Les fonctionnaires sont astreints à un service de trois séances entières par semaine; à leur arrivée, ils inscrivent leur nom sur une feuille de présence qui est portée au cabinet de l'administrateur dès que l'heure de l'ouverture a sonné; quand, trois fois en trente jours, un fonctionnaire n'a pas signé la feuille de présence, avis en est donné au ministre.

La séance est présidée par le fonctionnaire du grade le plus élevé présent dans la salle, et, à égalité de rang, par le plus ancien en grade. Le président est responsable, vis-à-vis de l'administrateur, de la stricte observation du règlement par les fonctionnaires et les gens de service. Les fonctionnaires ne peuvent, durant la séance, s'occuper d'un travail personnel; ils ne doivent pas s'absenter sans la permission du président, et ils ne quittent la salle publique qu'après le départ du dernier lecteur. En cas de maladie ou d'empêchement légitime et imprévu, ils sont tenus d'en informer immédiatement l'administrateur. Après chaque séance, le président avise l'administrateur, par un rapport sommaire, des incidents qui ont pu se produire; il transmet notamment tout bulletin de demande d'un ouvrage porté au catalogue et non trouvé en place, avec ses observations.

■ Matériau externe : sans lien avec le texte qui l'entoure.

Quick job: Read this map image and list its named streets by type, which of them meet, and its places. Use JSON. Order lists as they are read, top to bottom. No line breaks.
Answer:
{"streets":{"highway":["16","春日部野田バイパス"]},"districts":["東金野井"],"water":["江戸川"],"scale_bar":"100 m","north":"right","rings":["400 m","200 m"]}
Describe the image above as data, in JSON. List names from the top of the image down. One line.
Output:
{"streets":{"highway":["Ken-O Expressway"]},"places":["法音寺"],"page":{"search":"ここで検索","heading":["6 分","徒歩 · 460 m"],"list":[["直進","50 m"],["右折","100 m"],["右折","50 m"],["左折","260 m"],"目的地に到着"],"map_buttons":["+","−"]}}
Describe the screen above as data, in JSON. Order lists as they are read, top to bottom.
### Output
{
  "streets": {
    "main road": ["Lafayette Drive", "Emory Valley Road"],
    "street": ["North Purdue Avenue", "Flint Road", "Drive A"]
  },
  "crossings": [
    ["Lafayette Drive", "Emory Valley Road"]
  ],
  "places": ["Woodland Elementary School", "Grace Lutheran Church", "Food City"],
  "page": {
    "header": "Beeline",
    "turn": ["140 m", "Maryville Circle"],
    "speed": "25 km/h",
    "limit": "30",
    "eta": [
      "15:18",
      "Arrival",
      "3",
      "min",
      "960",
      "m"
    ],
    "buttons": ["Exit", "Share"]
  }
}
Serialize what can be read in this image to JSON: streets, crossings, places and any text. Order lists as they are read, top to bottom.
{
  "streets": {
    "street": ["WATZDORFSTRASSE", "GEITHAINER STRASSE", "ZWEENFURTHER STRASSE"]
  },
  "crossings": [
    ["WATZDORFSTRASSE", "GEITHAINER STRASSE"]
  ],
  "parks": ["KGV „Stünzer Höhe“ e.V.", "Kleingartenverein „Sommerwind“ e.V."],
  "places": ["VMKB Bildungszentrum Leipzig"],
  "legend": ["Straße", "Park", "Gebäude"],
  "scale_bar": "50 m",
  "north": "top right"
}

204. Les gens de service sont placés sous l'autorité du commis d'ordre. Pendant les séances et même en dehors, ils travaillent aux opérations de rangement ou autres et exercent la surveillance tout le temps jugé nécessaire par l'administrateur. Si le président les autorise à s'absenter, il en doit aviser l'administrateur après la séance.--Pendant les vacances, l'administrateur peut accorder aux hommes de service et au commis d'ordre jusqu'à quinze jours de congé.